> _EXERCISE DESCRIPTION_: Transcription task. Write out each entry verbatim and exclude any image.

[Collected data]
◇ ◇ ◇ ◇
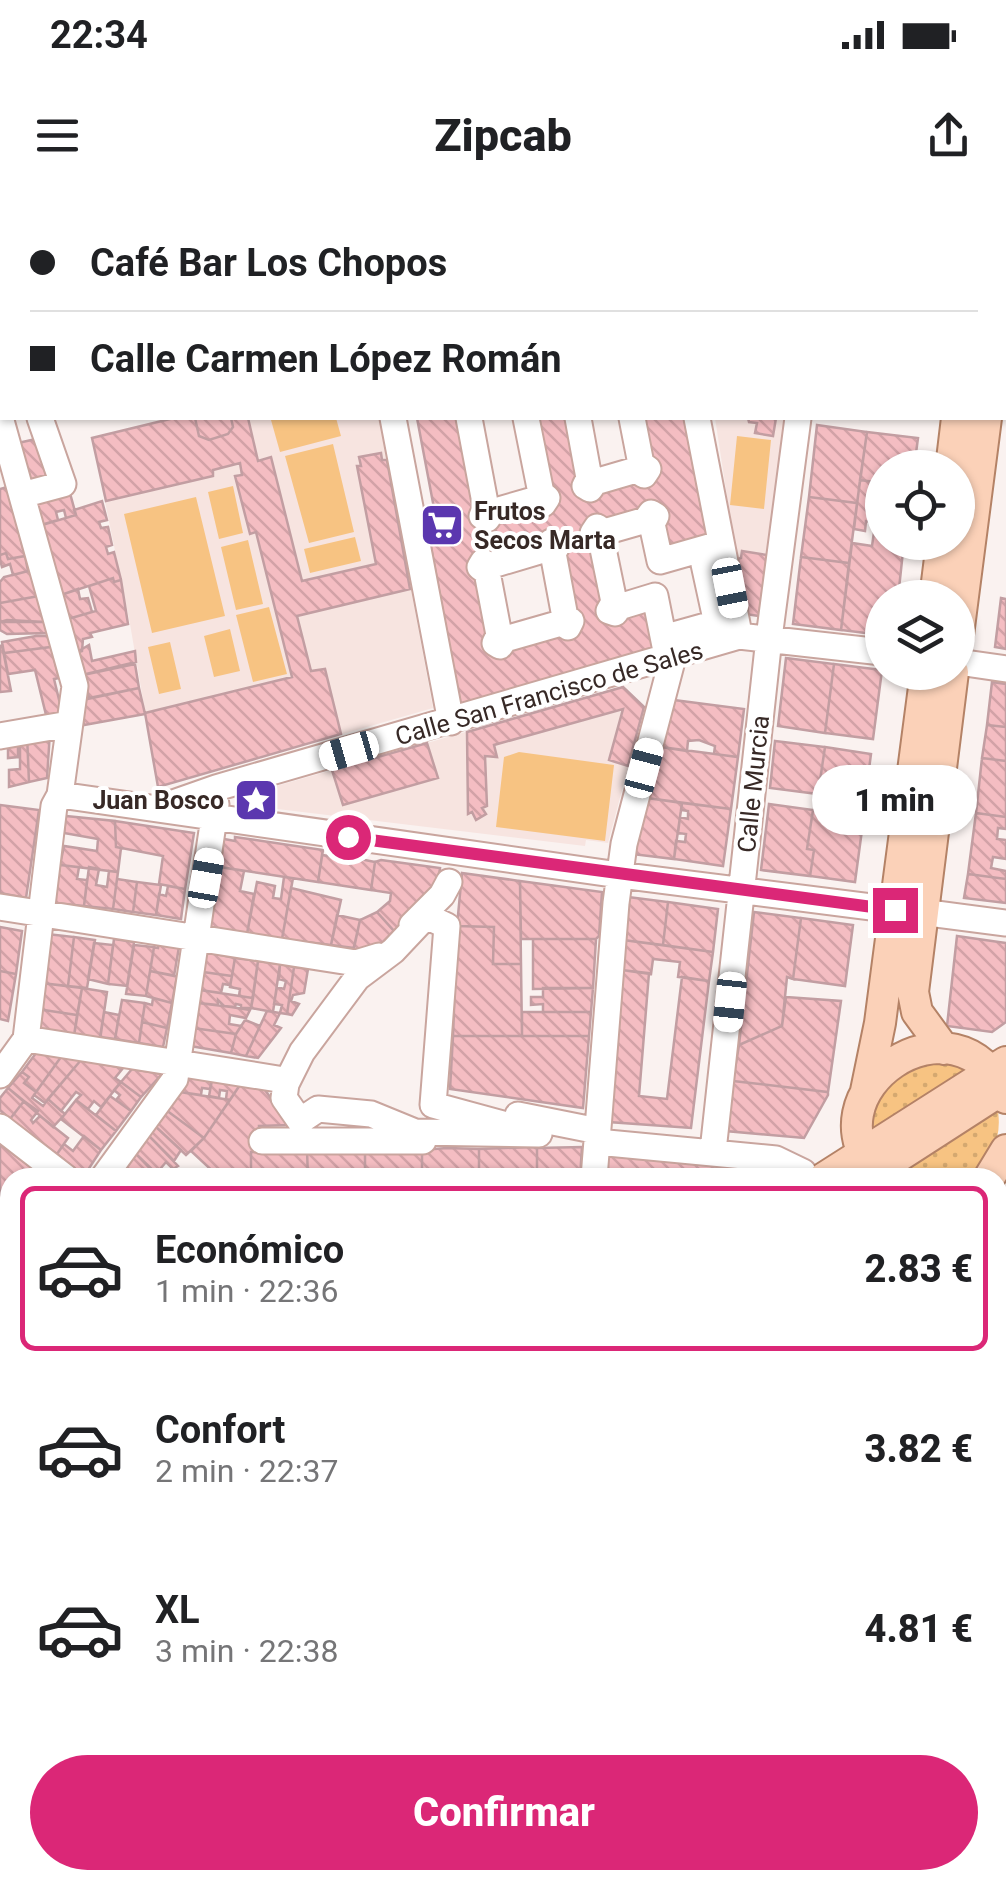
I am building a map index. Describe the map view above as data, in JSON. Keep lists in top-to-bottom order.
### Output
{
  "streets": {
    "street": ["Calle San Francisco de Sales", "Calle Murcia"]
  },
  "crossings": [
    ["Calle San Francisco de Sales", "Calle Murcia"]
  ],
  "places": {
    "supermarket": ["Frutos Secos Marta"],
    "place": ["Juan Bosco"]
  },
  "page": {
    "status": "22:34",
    "header": "Zipcab",
    "banner": ["Café Bar Los Chopos", "Calle Carmen López Román"],
    "bubble": "1 min",
    "list": [
      {
        "name": "Económico",
        "note": "1 min · 22:36",
        "value": "2.83 €"
      },
      {
        "name": "Confort",
        "note": "2 min · 22:37",
        "value": "3.82 €"
      },
      {
        "name": "XL",
        "note": "3 min · 22:38",
        "value": "4.81 €"
      }
    ],
    "buttons": "Confirmar"
  }
}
◇ ◇ ◇ ◇
> _ANSWER SECTION_:
I am building a map index. Describe the map view above as data, in JSON. Keep lists in top-to-bottom order.
### Output
{
  "streets": {
    "street": ["Calle San Francisco de Sales", "Calle Murcia"]
  },
  "crossings": [
    ["Calle San Francisco de Sales", "Calle Murcia"]
  ],
  "places": {
    "supermarket": ["Frutos Secos Marta"],
    "place": ["Juan Bosco"]
  },
  "page": {
    "status": "22:34",
    "header": "Zipcab",
    "banner": ["Café Bar Los Chopos", "Calle Carmen López Román"],
    "bubble": "1 min",
    "list": [
      {
        "name": "Económico",
        "note": "1 min · 22:36",
        "value": "2.83 €"
      },
      {
        "name": "Confort",
        "note": "2 min · 22:37",
        "value": "3.82 €"
      },
      {
        "name": "XL",
        "note": "3 min · 22:38",
        "value": "4.81 €"
      }
    ],
    "buttons": "Confirmar"
  }
}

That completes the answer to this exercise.